Saved entries:
+ + + +
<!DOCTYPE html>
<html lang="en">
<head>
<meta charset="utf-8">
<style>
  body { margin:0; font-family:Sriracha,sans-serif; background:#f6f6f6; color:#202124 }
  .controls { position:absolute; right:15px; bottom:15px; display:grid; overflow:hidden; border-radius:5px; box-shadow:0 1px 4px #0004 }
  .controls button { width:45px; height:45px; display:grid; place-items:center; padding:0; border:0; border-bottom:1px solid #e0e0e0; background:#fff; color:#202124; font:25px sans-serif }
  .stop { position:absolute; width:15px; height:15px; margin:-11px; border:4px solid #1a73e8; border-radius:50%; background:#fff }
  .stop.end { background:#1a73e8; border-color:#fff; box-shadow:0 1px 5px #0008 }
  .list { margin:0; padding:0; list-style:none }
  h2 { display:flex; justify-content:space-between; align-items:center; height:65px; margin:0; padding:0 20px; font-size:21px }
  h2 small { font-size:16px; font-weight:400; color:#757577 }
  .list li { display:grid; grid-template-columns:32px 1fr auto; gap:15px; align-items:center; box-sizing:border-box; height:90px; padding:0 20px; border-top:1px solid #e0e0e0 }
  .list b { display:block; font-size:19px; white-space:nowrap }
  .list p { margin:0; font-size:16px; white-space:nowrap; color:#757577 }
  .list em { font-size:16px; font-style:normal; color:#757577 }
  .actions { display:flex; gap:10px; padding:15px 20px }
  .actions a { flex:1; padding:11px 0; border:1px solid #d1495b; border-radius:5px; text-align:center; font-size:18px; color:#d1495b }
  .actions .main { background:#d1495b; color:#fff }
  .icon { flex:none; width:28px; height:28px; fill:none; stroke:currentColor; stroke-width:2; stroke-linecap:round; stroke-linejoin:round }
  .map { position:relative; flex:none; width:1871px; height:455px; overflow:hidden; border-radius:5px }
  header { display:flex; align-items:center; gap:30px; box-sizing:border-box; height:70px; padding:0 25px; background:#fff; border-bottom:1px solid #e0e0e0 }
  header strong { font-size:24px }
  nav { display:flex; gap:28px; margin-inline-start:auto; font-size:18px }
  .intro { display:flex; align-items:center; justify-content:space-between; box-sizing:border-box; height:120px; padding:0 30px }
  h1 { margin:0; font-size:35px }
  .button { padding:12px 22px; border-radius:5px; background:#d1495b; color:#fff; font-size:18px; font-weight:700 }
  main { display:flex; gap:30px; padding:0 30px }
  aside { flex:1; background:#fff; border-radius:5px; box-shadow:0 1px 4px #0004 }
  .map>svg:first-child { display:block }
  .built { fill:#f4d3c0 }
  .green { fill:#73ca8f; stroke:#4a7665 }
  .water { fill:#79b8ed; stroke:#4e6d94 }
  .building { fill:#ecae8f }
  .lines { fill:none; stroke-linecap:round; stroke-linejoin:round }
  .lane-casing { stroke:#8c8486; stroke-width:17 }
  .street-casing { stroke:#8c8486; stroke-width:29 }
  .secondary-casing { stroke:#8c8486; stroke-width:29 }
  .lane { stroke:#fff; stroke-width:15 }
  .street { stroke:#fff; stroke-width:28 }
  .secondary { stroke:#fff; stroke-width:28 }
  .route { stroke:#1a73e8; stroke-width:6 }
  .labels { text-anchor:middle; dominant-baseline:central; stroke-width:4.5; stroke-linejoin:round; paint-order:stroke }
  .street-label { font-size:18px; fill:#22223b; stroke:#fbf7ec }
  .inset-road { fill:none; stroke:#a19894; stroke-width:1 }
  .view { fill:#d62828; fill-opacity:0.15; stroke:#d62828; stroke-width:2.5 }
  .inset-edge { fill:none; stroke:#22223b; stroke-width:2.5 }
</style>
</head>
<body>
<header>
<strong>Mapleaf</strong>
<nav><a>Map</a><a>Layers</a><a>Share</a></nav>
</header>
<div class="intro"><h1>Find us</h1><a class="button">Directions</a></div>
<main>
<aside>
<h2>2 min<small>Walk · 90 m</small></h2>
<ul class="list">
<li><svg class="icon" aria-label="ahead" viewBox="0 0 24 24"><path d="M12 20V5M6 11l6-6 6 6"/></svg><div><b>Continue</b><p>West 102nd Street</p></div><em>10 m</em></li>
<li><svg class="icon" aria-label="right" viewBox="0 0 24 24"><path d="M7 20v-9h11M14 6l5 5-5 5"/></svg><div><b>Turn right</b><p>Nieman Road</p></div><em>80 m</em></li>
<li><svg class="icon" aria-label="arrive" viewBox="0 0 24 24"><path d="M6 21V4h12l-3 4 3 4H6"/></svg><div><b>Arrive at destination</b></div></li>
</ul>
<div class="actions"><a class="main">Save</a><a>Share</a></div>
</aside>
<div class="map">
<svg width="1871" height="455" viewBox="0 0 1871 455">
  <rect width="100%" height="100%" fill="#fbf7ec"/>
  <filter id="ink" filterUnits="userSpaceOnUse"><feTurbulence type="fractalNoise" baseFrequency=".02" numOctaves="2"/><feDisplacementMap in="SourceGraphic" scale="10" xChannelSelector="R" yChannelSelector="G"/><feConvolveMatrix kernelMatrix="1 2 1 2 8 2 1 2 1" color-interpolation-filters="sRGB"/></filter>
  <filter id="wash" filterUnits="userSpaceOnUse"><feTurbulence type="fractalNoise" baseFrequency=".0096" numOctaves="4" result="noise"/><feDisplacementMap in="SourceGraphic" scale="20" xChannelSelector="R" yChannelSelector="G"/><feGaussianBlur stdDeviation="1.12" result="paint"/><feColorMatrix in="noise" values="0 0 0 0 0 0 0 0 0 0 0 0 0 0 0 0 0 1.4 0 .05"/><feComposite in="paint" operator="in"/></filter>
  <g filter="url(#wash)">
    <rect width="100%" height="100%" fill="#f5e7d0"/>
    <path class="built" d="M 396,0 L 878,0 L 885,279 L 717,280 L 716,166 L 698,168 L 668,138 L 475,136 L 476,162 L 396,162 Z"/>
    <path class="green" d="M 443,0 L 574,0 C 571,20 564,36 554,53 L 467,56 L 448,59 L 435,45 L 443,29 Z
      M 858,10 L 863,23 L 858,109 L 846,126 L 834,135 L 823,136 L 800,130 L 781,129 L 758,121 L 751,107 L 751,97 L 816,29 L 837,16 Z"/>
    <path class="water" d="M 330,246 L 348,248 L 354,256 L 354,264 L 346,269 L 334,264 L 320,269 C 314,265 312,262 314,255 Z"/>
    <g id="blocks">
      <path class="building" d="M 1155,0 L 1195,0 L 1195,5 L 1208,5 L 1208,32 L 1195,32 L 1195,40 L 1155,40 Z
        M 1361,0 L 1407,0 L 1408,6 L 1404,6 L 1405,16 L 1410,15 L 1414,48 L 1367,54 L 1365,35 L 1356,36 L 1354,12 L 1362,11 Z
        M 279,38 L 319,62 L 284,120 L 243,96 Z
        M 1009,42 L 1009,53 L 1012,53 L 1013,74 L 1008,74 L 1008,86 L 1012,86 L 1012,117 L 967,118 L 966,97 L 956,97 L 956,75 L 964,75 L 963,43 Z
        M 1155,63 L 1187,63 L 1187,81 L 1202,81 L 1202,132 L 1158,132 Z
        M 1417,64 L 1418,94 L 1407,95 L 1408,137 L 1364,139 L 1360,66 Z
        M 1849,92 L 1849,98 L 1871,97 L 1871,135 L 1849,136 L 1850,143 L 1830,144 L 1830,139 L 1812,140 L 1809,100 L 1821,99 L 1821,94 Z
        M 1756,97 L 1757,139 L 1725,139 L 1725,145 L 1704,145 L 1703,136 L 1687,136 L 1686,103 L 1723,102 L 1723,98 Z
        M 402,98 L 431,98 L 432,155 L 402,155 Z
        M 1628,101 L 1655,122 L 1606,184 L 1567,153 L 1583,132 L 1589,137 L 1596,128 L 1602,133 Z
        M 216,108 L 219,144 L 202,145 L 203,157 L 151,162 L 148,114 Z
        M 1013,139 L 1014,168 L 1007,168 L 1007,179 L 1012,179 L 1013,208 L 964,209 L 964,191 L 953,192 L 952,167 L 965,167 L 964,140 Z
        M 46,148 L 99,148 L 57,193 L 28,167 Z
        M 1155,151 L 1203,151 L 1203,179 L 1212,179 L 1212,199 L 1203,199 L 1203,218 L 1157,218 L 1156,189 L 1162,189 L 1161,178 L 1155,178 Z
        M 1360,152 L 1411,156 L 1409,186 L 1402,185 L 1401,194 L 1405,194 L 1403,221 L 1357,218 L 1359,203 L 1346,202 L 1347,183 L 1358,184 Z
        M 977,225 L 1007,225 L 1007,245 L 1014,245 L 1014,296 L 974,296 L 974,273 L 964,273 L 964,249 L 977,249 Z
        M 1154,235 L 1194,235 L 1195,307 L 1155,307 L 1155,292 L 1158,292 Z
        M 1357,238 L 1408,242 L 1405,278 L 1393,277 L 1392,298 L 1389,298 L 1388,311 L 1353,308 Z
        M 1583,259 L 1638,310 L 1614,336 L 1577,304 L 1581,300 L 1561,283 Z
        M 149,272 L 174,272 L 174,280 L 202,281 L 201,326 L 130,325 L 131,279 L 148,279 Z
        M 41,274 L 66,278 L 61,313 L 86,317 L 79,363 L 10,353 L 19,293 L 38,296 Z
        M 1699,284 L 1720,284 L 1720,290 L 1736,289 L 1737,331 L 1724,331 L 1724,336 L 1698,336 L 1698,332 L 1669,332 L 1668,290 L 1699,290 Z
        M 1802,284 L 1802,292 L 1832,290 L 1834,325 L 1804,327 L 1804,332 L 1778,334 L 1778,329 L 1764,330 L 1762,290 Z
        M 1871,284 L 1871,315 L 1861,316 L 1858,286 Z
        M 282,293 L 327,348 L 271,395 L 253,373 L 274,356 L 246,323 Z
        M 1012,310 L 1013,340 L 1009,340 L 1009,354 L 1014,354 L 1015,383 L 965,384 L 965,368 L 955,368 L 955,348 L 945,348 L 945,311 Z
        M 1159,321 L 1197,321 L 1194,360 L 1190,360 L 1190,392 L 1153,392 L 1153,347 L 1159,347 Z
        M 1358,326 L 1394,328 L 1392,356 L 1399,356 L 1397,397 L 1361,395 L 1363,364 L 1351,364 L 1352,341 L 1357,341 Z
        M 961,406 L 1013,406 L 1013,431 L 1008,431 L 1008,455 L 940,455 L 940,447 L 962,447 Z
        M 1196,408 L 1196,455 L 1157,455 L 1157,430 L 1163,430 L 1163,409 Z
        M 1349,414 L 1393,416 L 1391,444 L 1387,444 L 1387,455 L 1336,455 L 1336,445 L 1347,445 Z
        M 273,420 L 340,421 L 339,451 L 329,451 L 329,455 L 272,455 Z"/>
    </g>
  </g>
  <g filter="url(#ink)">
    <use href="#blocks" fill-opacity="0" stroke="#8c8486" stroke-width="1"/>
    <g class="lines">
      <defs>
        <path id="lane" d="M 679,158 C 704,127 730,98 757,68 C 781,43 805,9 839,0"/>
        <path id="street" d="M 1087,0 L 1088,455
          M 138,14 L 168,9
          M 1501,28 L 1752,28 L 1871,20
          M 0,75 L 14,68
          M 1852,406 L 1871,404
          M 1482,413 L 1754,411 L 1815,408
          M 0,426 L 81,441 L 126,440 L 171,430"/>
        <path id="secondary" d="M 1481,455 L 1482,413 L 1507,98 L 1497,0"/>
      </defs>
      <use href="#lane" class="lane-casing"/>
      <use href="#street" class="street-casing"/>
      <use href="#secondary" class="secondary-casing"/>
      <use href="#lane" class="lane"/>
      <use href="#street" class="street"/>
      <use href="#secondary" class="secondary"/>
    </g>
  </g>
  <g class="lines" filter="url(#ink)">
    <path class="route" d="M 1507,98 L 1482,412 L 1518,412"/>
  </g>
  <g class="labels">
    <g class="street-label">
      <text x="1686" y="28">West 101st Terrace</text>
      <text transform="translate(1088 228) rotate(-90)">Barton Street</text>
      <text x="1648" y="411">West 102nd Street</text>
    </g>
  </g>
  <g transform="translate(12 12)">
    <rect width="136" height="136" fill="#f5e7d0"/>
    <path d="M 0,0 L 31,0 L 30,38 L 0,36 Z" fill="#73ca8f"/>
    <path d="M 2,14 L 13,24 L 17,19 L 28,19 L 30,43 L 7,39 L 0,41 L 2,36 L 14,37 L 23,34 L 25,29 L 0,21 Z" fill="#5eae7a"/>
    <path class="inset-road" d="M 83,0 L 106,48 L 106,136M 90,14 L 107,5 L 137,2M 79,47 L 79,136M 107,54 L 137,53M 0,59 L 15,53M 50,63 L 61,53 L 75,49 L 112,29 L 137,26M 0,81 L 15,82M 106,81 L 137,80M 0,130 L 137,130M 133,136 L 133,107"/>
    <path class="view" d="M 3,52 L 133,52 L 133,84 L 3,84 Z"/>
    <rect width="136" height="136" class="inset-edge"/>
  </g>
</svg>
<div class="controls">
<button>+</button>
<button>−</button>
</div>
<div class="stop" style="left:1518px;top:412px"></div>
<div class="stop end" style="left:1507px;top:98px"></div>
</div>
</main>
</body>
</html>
+ + + +
*Task instructions*.
When you reach the line containing "<button>−</button>" in the data above, retype it and each line after it through the final one, exactly as written.

*Written solution*.
<button>−</button>
</div>
<div class="stop" style="left:1518px;top:412px"></div>
<div class="stop end" style="left:1507px;top:98px"></div>
</div>
</main>
</body>
</html>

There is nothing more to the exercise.